* AIM OF THE TASK
Pick each line containing "border" out of the records.

Dataset entries:
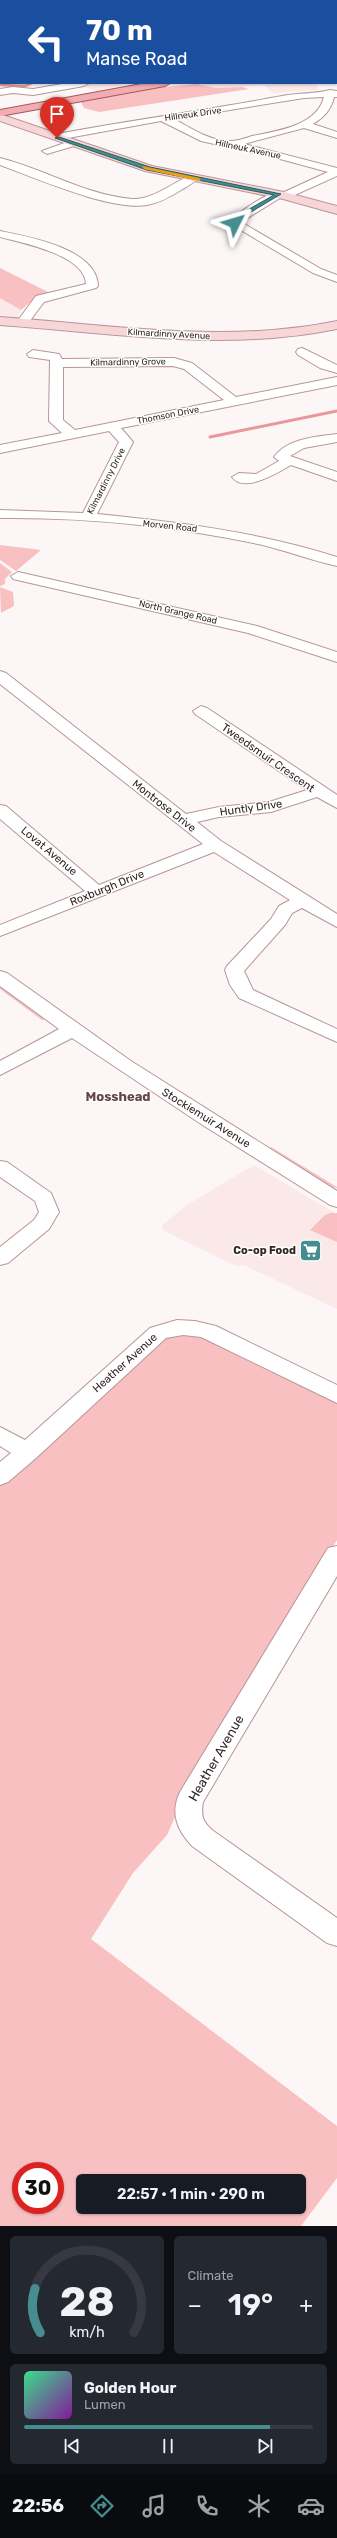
<!DOCTYPE html>
<html lang="en">
<head>
<meta charset="utf-8">
<style>
	body { margin:0; font-family:Rubik,sans-serif; background:#242831; color:#f1f3f6; height:100vh; display:flex; flex-direction:column; font-size:15px; white-space:nowrap }
	* { box-sizing:border-box; margin:0 }
	p { font-size:13px; color:#9ea1a6 }
	.icon { flex:none; width:22px; height:22px; fill:none; stroke:currentColor; stroke-width:2; stroke-linecap:round; stroke-linejoin:round }
	.map { position:relative; height:2226px; overflow:hidden }
	.sheet { display:flex; flex-direction:column; gap:10px; padding:10px; background:#0d0f14; flex:1 }
	.sheet>* { flex:none }
	.banner { position:absolute; left:0px; top:0px; width:337px; height:84px; box-shadow:0 1px 3px #0004; background:#1a4fa0; color:#fff; overflow:hidden }
	.speed { position:absolute; left:12px; top:2162px; display:flex; gap:8px; font-size:20px; font-weight:700; text-align:center }
	.speed>* { display:grid; place-content:center; width:52px; height:52px; border-radius:50%; background:#171b24; box-shadow:0 1px 3px #0004; line-height:1 }
	.speed .limit { border:6px solid #d22; background:#fff; color:#111 }
	.pin { position:absolute; display:grid; place-items:center; width:34px; height:34px; color:#fff; margin:-41px -17px; border-radius:50% 50% 50% 0; rotate:-45deg; box-shadow:0 0 4px #0007 }
	.pin .icon { rotate:45deg }
	.me { position:absolute; width:44px; margin:-22px; rotate:50deg; stroke-linejoin:round; filter:drop-shadow(0 0 3px #0008) }
	.turn { display:flex; align-items:center; gap:14px; height:84px; padding:0 20px; font-size:18px }
	.turn .icon { width:52px; height:52px; stroke-width:2.5 }
	.turn b { display:block; font-size:28px; line-height:34px }
	.big { font-size:30px; font-weight:600; line-height:1.1 }
	.sheet .widget { flex:1; display:flex; flex-direction:column; justify-content:center; gap:6px; min-width:0; padding:0 14px; border-radius:6px; background:#242831 }
	.sheet .dial { align-items:center; gap:0 }
	.dial svg { height:104px; overflow:visible; fill:none; stroke:#363941; stroke-width:7; stroke-linecap:round; text-anchor:middle }
	.dial text { fill:#f1f3f6; stroke:none }
	.song { display:flex; align-items:center; gap:12px }
	.cover { width:48px; height:48px; border-radius:6px; background:linear-gradient(135deg,hsl(150 70% 55%),hsl(290 70% 35%)) }
	.played { height:4px; border-radius:2px; background:linear-gradient(90deg,#458d8f 85%,#363941 85%) }
	.keys { display:flex; justify-content:space-around; direction:ltr }
	.heat { display:flex; justify-content:space-between; align-items:center; font-size:22px; direction:ltr }
	.sheet .tiles { flex:1; display:grid; gap:10px; grid-template-columns:1fr 1fr }
	.widget:last-child { grid-column:span 2 }
	.trip { position:absolute; left:76px; top:2174px; width:230px; height:40px; border-radius:6px; background:#171b24; box-shadow:0 1px 3px #0004; font-weight:600; line-height:40px; text-align:center }
	.tabs { display:flex; height:64px; justify-content:space-around; align-items:center; background:#090b0e; color:#9ea1a6 }
	.tabs .icon { width:28px; height:28px }
	.tabs .selected { color:#458d8f }
	.tabs b { font-size:18px; color:#f1f3f6 }
	.map>svg:first-child { display:block }
</style>
</head>
<body>
<div class="map">
<svg width="337" height="2226" viewBox="0 0 337 2226">
	<rect width="100%" height="100%" fill="#fdf6f6"/>
	<g fill="#fbe8e8">
		<path d="M88,83H116L123,86L95,91L79,85Z"/>
		<path d="M201,83H315L319,90L273,93L264,85L209,89Z"/>
		<path d="M0,298L21,310L16,319L0,318Z"/>
		<path d="M254,1165L337,1214V1309L244,1265L236,1266L164,1231L161,1226L187,1205Z"/>
	</g>
	<g fill="#f8c0c1" fill-rule="evenodd">
		<path d="M197,84L216,88L242,87L249,89L99,112L84,108L81,102L154,88Z"/>
		<path d="M0,268L50,293L35,298L21,310L0,298Z"/>
		<path d="M0,545L41,550L16,571L0,560Z"/>
		<path d="M0,563L12,572L5,579V584L0,586Z"/>
		<path d="M0,587L13,592L14,606L1,613Z"/>
		<path d="M0,985L45,1019L42,1020L0,989Z"/>
		<path d="M271,1147L337,1187V1188L332,1187L269,1149Z"/>
		<path d="M331,1213H337V1242L310,1230L325,1215Z"/>
		<path d="M192,1331L337,1401V1540L192,1779L167,1835L133,1873L91,1939L337,2126V2178L301,2226H0V1486L164,1338ZM21,2171H55V2205H21ZM83,2181H299V2207H83Z"/>
	</g>
	<g fill="none" stroke-linecap="round" stroke-linejoin="round">
		<path stroke="#eb979a" stroke-width="2.5" d="M0,85L25,86L32,83"/>
		<path stroke="#eb979a" stroke-width="3" d="M210,437L337,411"/>
		<defs>
			<g id="street">
				<rect x="336" y="48" width="1" height="6"/>
				<path d="M68,83H89L84,86L33,95L13,93L0,95V89L13,87L33,89Z"/>
				<path d="M330,90L337,91V97H334C331,110 324,117 313,124L337,132V138L304,128L244,144L337,168V176L288,198H280L241,222L321,269L337,275V282L313,273L229,223C236,214 273,187 282,193L328,172L269,156L201,141L161,121L57,140L52,137L57,134C132,120 207,110 282,96C298,93 315,94 330,90ZM324,97C317,126 277,131 252,136C246,138 238,141 231,141C211,142 191,128 174,119L304,98Z"/>
				<path d="M73,140L77,141V145L47,154L42,151Z"/>
				<path d="M0,158C44,169 86,195 132,199C157,201 184,172 197,176L198,178C194,183 186,187 181,190C170,197 159,203 147,205C110,211 36,178 0,165Z"/>
				<path d="M0,231C30,237 97,249 98,286L96,288L44,302L26,326H18L16,323L36,296L86,284C85,255 23,243 0,237Z"/>
				<path d="M302,348L337,365V373L320,368L298,355L296,352L298,349Z"/>
				<path d="M33,350L59,354L62,359L174,358L192,363L236,397L337,377V385L121,428L133,442L97,514C178,522 259,532 337,557V566C310,560 285,550 258,544C174,526 85,517 0,518V510L83,513L119,442L109,431L0,453V445L62,433L49,421L50,360L29,357L27,354ZM173,366L184,369L224,400L75,430L63,420V367Z"/>
				<path d="M337,434V442L304,448L290,456L337,472V481L291,465C279,472 244,494 232,477L239,473L256,474L279,461L274,457C288,438 316,437 337,434Z"/>
				<path d="M18,572L257,626L337,652V662L248,633L13,579L11,576Z"/>
				<path d="M0,671L6,673L186,814L219,807L269,802L307,790L195,714L193,711L201,706L207,708L337,795V808L317,797L271,812L219,817L197,822L221,841L337,914V927L302,908L292,913L285,925L244,971L253,990L337,1029V1042L239,998L230,985L225,970L227,966L271,919L279,906L290,900L214,852L0,936V925L85,891L0,819V805L6,806L99,885L203,844L0,684Z"/>
				<path d="M0,971L7,973L131,1061L337,1191V1207L330,1205L201,1124L72,1038L0,1075V1061L59,1029L0,986Z"/>
				<path d="M0,1161L7,1162L51,1193L59,1212L49,1229L8,1263L0,1265V1247L34,1220L39,1212L35,1201L0,1177Z"/>
				<path d="M177,1320L195,1321L216,1326L337,1385V1403L201,1337L183,1335L166,1338L36,1458L8,1482L0,1485V1462L11,1453L0,1446V1427L25,1440L150,1328Z"/>
				<path d="M337,1546V1576L203,1802C201,1815 202,1821 212,1830L337,1918V1946L327,1943L192,1846C177,1830 170,1813 180,1792L328,1548Z"/>
			</g>
			<g id="secondary">
				<path d="M0,114L152,166L284,192L337,206V214L283,199L145,171L0,121Z"/>
				<path d="M0,317C111,325 227,344 337,321V329C227,352 111,333 0,325Z"/>
			</g>
			<g id="primary">
				<rect x="336" y="68" width="1" height="6"/>
				<path d="M147,83H170L165,86L0,116V110Z"/>
			</g>
		</defs>
		<use href="#street" stroke="#b89696" stroke-width="2"/>
		<use href="#secondary" stroke="#b89696" stroke-width="2"/>
		<use href="#primary" stroke="#a7595e" stroke-width="2"/>
		<use href="#street" fill="#fff" fill-rule="evenodd"/>
		<use href="#secondary" fill="#f8d6d8" fill-rule="evenodd"/>
		<use href="#primary" fill="#f1adb2" fill-rule="evenodd"/>
	</g>
	<path fill="#458d8f" stroke="#2d5c5d" d="M59,137L150,167L281,194L241,218L237,224H234L237,216L274,195L147,170L55,138Z"/>
	<path fill="#f59e0b" d="M142,166L199,178L201,180L199,181L144,169Z"/>
	<defs>
		<symbol id="supermarket-square" viewBox="-11 -11 22 22"><rect x="-9" y="-9" width="18" height="18" rx="4" fill="#458d8f" stroke="#fff"/><path d="M-6-5.5h2.5l.6 2H6L4.5 2H-2.5L-4.4-4H-6ZM-1.5 3.2a1.3 1.3 0 1 0 .1 0ZM3 3.2a1.3 1.3 0 1 0 .1 0Z" fill="#fff"/></symbol>
	</defs>
	<g fill-rule="evenodd">
		<use href="#supermarket-square" x="298" y="1238" width="25" height="25"/>
	</g>
	<g text-anchor="middle" dominant-baseline="central" stroke-width="3" stroke-linejoin="round" paint-order="stroke">
		<g font-size="9" fill="#312424" stroke="#fff">
			<text transform="translate(193 114) rotate(-8)">Hillneuk Drive</text>
			<text transform="translate(248 149) rotate(12)">Hillneuk Avenue</text>
			<text transform="translate(169 334) rotate(3)">Kilmardinny Avenue</text>
			<text transform="translate(128 362) rotate(-1)">Kilmardinny Grove</text>
			<text transform="translate(168 415) rotate(-11)">Thomson Drive</text>
			<text transform="translate(106 481) rotate(-63)">Kilmardinny Drive</text>
			<text transform="translate(170 526) rotate(6)">Morven Road</text>
			<text transform="translate(178 612) rotate(13)">North Grange Road</text>
		</g>
		<g font-size="11" fill="#312424" stroke="#fff">
			<text transform="translate(268 758) rotate(35)">Tweedsmuir Crescent</text>
			<text transform="translate(164 806) rotate(38)">Montrose Drive</text>
			<text transform="translate(251 808) rotate(-8)">Huntly Drive</text>
			<text transform="translate(49 851) rotate(40)">Lovat Avenue</text>
			<text transform="translate(107 888) rotate(-22)">Roxburgh Drive</text>
			<text transform="translate(206 1118) rotate(32)">Stockiemuir Avenue</text>
			<text transform="translate(125 1363) rotate(-42)">Heather Avenue</text>
		</g>
		<g font-size="11" font-weight="bold" fill="#312424" stroke="#fff" text-anchor="end">
			<text x="296" y="1250">Co-op Food</text>
		</g>
		<g font-size="13" font-weight="bold" fill="#654748" stroke="#fff">
			<text x="118" y="1096">Mosshead</text>
		</g>
		<g font-size="13" fill="#312424" stroke="#fff">
			<text transform="translate(216 1758) rotate(-60)">Heather Avenue</text>
		</g>
	</g>
</svg>
<div class="speed"><div class="limit">30</div></div>
<div class="pin" style="left:57px;top:138px;background:#d93025"><svg class="icon" aria-label="arrive" viewBox="0 0 24 24"><path d="M6 21V4h12l-3 4 3 4H6"/></svg></div>
<svg class="me" style="left:235px;top:223px" viewBox="-20 -20 40 40"><path d="M0-17L14 15 0 8-14 15z" fill="#458d8f" stroke="#fff" stroke-width="4"/></svg>
<div class="trip">22:57 · 1 min · 290 m</div>
<div class="banner">
<div class="turn"><svg class="icon" aria-label="left" viewBox="0 0 24 24"><path d="M17 20v-9H6M10 6l-5 5 5 5"/></svg><div><b>70 m</b>Manse Road</div></div>
</div>
</div>
<section class="sheet">
<div class="tiles">
<div class="widget dial"><svg viewBox="0 0 100 80">
<path d="M14 69A42 42 0 1 1 86 69"/>
<path d="M14 69A42 42 0 0 1 10 35" stroke="#458d8f"/>
<text x="50" y="56" font-size="32" font-weight="700">28</text>
<text x="50" y="72" font-size="11">km/h</text>
</svg></div>
<div class="widget"><p>Climate</p>
<div class="heat"><a>−</a><b class="big">19°</b><a>+</a></div>
</div>
<div class="widget">
<div class="song"><i class="cover"></i><div><b>Golden Hour</b><p>Lumen</p></div></div>
<div class="played"></div>
<div class="keys"><svg class="icon" aria-label="previous" viewBox="0 0 24 24"><path d="M18 5L8 12l10 7zM5 5v14"/></svg><svg class="icon" aria-label="pause" viewBox="0 0 24 24"><path d="M8 5v14M16 5v14"/></svg><svg class="icon" aria-label="next" viewBox="0 0 24 24"><path d="M6 5l10 7-10 7zM19 5v14"/></svg></div>
</div>
</div>
</section>
<nav class="tabs">
<b>22:56</b>
<svg class="icon selected" aria-label="directions" viewBox="0 0 24 24"><path d="M12 3l9 9-9 9-9-9zM9 14v-3h6M13 9l2 2-2 2"/></svg>
<svg class="icon" aria-label="music" viewBox="0 0 24 24"><path d="M9 18V5l10-2v13"/><circle cx="6" cy="18" r="3"/><circle cx="16" cy="16" r="3"/></svg>
<svg class="icon" aria-label="phone" viewBox="0 0 24 24"><path d="M5 4h4l2 5-3 2q2 4 5 5l2-3 5 2v4C11 20 4 13 5 4z"/></svg>
<svg class="icon" aria-label="climate" viewBox="0 0 24 24"><path d="M12 3v18M4 7l16 10M4 17L20 7"/></svg>
<svg class="icon" aria-label="car" viewBox="0 0 24 24"><path d="M5 17H2v-5l4-1 3-4h7l3 4 3 1v5h-3M9 17h6M6 11h13"/><circle cx="7" cy="17" r="2"/><circle cx="17" cy="17" r="2"/></svg>
</nav>
</body>
</html>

* RESULT FOR THIS EXERCISE
	* { box-sizing:border-box; margin:0 }
	.speed>* { display:grid; place-content:center; width:52px; height:52px; border-radius:50%; background:#171b24; box-shadow:0 1px 3px #0004; line-height:1 }
	.speed .limit { border:6px solid #d22; background:#fff; color:#111 }
	.pin { position:absolute; display:grid; place-items:center; width:34px; height:34px; color:#fff; margin:-41px -17px; border-radius:50% 50% 50% 0; rotate:-45deg; box-shadow:0 0 4px #0007 }
	.sheet .widget { flex:1; display:flex; flex-direction:column; justify-content:center; gap:6px; min-width:0; padding:0 14px; border-radius:6px; background:#242831 }
	.cover { width:48px; height:48px; border-radius:6px; background:linear-gradient(135deg,hsl(150 70% 55%),hsl(290 70% 35%)) }
	.played { height:4px; border-radius:2px; background:linear-gradient(90deg,#458d8f 85%,#363941 85%) }
	.trip { position:absolute; left:76px; top:2174px; width:230px; height:40px; border-radius:6px; background:#171b24; box-shadow:0 1px 3px #0004; font-weight:600; line-height:40px; text-align:center }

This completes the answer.